Ça nous permet aussi d’occuper l’espace et de pouvoir maintenir un rythme de cadence de sorties. C’est un disque qu’on a voulu en hommage à nos 3 volets qui nous avaient fait connaitre dans le milieu du rap entre 1997 et 1999. La Rumeur, c’est surtout un collectif d’individualités, trois identités différentes. On s’est dit « on va se partager ce disque à trois et essayer de rassembler nos trois univers solo ». Dans la conception c’était « chacun écrit et enregistre ses titres de son côté ». On ne s’est même pas faits écouter jusqu’à tant que le disque sorte ! D’après les retours, ce qu’on a vu c’est que c’était beaucoup dans la complémentarité. Effectivement, 17 ans de travail ensemble, ça fait qu’on sait ce qu’on attend des autres et ce qu’on a envie de faire, et comment mettre la barre un peu plus haut à chaque fois. Il y a une concurrence saine en interne, on fait du rap, c’est du challenge, on a envie d’avoir des bonnes punchlines, de choisir des bonnes instrus en adéquation avec l’humeur du moment. Donc ce disque c’est trois univers solo qui appartiennent à une humeur particulière aussi.

« C’est un disque qu’on a voulu en hommage à nos 3 volets qui nous avaient fait connaitre dans le milieu du rap entre 1997 et 1999. »

Comment expliques-tu ce retour aux sources d’un point de vue musical ?

On a sorti L’ombre sur la mesure avec des boucles un peu plus jazzy, après on a eu Regain de tension qui appartenait à son époque et qui avait des fréquences beaucoup plus électro, beaucoup plus dures, Du cœur à l’outrage qui se situait un peu entre les deux avec des boucles un peu plus soul, et pareil pour Tout brûle déjà. On ne se refuse rien. On a envie de faire de la musique, du moment que ça sonne hip-hop. On peut emprunter au rock, au reggae, à l’électro, à la soul, au jazz. C’est comme une espèce de bilan, on avait envie de boucler la boucle des trois volets, ça appartient à l’humeur du moment ; on pose les valises, on regarde le chemin qu’on a fait et on regarde où on va aller. Si les boucles jazzy/soul ressortent plus, c’est parce que ça se prête le mieux à ce qu’on avait envie de raconter, tout simplement.

C’est pas une attente du public ? Les retours sur les instrus et sonorités de Tout brûle déjà ne vous ont-ils pas influencés ?

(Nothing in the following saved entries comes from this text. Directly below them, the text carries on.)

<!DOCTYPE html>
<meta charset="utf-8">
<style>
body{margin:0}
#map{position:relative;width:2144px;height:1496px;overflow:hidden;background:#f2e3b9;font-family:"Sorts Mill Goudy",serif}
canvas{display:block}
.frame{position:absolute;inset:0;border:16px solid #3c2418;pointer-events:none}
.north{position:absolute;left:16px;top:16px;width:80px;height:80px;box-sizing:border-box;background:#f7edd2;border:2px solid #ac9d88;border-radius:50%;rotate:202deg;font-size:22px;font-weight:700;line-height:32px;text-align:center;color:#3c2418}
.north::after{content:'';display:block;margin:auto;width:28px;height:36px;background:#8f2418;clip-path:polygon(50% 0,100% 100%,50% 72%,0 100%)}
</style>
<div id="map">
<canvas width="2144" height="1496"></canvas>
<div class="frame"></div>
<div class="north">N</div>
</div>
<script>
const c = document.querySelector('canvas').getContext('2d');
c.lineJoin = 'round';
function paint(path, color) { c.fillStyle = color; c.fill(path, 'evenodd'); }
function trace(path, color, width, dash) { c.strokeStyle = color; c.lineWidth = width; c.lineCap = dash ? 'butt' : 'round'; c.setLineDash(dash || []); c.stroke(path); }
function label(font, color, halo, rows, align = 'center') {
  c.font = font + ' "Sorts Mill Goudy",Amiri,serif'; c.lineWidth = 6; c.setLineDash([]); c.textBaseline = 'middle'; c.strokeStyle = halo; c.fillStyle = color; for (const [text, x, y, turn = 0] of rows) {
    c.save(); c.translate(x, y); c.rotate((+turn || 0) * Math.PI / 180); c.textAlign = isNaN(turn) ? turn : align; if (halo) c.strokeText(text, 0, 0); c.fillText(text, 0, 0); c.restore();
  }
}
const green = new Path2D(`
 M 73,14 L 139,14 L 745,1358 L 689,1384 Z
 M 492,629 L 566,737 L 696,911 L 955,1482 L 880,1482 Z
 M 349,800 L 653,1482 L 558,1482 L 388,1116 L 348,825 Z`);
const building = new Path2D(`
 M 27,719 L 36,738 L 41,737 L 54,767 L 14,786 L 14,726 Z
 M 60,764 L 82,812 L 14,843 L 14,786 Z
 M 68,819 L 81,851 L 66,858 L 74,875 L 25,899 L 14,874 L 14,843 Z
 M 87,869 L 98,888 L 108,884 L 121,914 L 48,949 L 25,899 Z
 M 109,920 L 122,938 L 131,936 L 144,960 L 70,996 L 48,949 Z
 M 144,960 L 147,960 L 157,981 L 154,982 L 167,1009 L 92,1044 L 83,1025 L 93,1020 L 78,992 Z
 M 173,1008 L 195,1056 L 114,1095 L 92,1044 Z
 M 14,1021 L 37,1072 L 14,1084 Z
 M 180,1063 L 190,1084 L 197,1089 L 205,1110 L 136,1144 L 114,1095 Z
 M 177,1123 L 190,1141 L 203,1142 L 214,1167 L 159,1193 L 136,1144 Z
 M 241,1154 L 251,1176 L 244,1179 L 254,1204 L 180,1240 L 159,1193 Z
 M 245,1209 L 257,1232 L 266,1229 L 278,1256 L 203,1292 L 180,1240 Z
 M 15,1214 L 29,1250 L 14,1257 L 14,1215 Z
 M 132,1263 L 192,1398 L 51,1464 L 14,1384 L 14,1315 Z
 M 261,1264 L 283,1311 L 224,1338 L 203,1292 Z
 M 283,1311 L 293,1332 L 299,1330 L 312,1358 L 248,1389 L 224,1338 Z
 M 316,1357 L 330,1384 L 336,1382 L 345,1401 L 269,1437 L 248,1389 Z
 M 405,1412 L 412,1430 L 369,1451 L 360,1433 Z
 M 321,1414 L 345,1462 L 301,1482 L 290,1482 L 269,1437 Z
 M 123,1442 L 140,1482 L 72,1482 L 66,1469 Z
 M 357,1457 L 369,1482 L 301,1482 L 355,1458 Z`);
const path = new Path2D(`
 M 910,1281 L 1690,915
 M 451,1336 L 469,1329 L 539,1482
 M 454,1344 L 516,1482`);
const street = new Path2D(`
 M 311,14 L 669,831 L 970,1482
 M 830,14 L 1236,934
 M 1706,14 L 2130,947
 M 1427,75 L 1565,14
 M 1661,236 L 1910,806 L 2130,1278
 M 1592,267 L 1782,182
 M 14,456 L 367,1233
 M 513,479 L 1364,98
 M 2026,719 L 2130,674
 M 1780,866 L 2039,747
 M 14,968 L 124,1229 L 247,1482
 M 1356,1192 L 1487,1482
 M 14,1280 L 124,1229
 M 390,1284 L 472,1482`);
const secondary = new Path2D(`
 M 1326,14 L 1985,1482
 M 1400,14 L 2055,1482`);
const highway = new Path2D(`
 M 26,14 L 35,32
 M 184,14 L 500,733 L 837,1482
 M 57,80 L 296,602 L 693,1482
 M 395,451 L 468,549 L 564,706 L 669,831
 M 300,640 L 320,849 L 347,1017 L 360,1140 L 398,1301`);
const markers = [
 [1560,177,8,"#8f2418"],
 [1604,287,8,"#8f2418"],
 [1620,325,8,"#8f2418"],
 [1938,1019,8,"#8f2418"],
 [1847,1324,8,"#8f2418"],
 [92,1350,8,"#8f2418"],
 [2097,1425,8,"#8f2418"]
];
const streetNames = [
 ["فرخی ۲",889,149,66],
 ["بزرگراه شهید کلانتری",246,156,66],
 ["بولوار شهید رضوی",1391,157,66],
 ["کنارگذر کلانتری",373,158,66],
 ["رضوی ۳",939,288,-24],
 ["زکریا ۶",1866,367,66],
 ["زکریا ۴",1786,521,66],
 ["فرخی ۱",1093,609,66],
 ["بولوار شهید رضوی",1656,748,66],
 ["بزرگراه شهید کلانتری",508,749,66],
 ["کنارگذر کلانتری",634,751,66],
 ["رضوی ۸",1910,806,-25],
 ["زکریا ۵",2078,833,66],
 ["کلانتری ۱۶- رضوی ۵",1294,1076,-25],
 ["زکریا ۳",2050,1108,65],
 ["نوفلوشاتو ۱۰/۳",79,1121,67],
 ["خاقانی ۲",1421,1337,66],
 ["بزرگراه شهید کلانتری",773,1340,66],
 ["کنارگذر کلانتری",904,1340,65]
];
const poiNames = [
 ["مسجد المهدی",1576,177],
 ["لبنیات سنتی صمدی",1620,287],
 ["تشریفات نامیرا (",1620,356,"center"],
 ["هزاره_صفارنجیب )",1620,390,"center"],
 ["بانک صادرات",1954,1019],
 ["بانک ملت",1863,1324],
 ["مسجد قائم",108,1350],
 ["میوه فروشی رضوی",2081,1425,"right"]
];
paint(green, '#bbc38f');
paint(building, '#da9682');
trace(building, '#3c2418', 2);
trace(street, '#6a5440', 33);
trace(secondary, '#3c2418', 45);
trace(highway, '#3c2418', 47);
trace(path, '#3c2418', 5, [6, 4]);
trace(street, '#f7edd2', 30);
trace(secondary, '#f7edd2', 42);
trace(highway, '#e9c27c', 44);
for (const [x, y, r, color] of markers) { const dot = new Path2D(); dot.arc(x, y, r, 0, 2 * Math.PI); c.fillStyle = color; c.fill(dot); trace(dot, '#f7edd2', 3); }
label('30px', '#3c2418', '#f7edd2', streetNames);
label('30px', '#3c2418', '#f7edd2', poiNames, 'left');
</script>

Non. Il y a toujours des gens qui te diront qu’ils ont préféré tel disque ou telle époque, après moi je m’en fous. On fait nos disques comme on les entend, du moment que ça correspond à ce qu’on a envie de raconter sur le moment. Je ne sais pas quelle direction musicale va prendre le prochain album, mais on n’est pas là dans les calculs. On fait au fil de ce que notre DJ nous propose. Des fois, il y a des sons qui vont sortir de l’ordinaire, mais on prend ce qui nous fait kiffer.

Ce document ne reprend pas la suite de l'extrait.